Su juventud le impactó en aquel momento con su cruda y arrogante ingenuidad.
—Querida, la gente es desagradable por muchos motivos.
—Sí, la mayoría de las personas dan asco —asintió Egg—. Por eso quería yo tanto al viejo Babbington. Porque era un hombre realmente encantador. El fue quien me preparó para recibir la confirmación. Y aunque, por supuesto, la mayor parte de todo eso solo son palabras huecas, él era un verdadero creyente. Yo, señor Satterthwaite, creo en la religión, no como mamá, con todos esos libros de oraciones, servicios religiosos y demás, sino como en algo histórico. La Iglesia está maniatada por la tradición paulina. De hecho está muy confusa, pero el cristianismo en sí mismo está vivo. Por eso puedo ser tan comunista como Oliver. En la práctica, nuestras creencias son en el fondo las mismas, comunidad de bienes y propiedad para todos, pero la diferencia... bueno, no necesito decirlo. Pero los Babbington eran verdaderos cristianos, que no hablaban mal de nadie ni condenaban a los demás. Realmente buenos. Y además, Robin...
—¿Robin?
—Su hijo. Lo mataron en la India. Éramos algo más que amigos.

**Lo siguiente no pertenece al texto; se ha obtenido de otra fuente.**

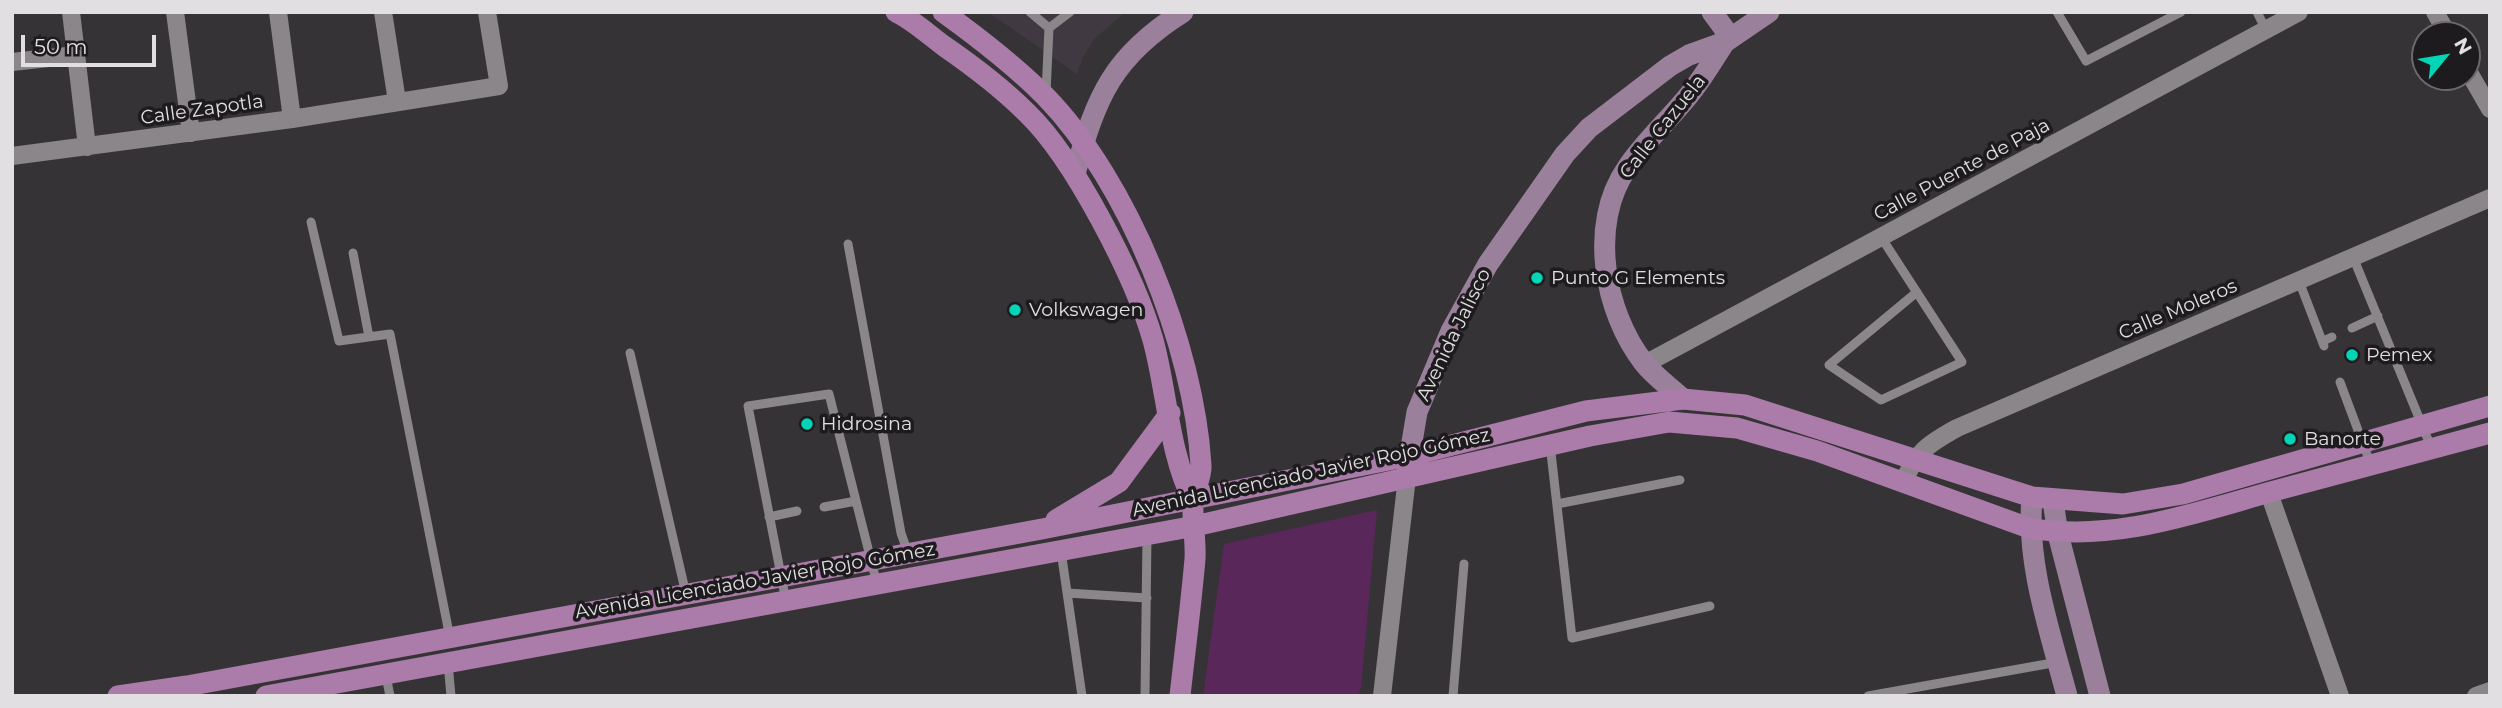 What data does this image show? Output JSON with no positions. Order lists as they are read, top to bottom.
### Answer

Egg parpadeó. Su mirada se perdió en el mar. Luego su atención volvió a Satterthwaite.
—Como le decía, encuentro muy extraño todo lo que ha ocurrido. Supongamos que no fuera una muerte natural...
—¡Pero, querida...!
—¡Bueno, es condenadamente extraño! No me negará usted que aquí hay algo raro.
—Pero usted misma ha dicho que los Babbington no tenían ningún enemigo en el mundo.
—Por eso es más extraño. No puedo imaginarme ningún motivo para el asesinato.
—Todo eso son fantasías. En el cóctel no había nada.
—Tal vez le pincharon con alguna aguja hipodérmica.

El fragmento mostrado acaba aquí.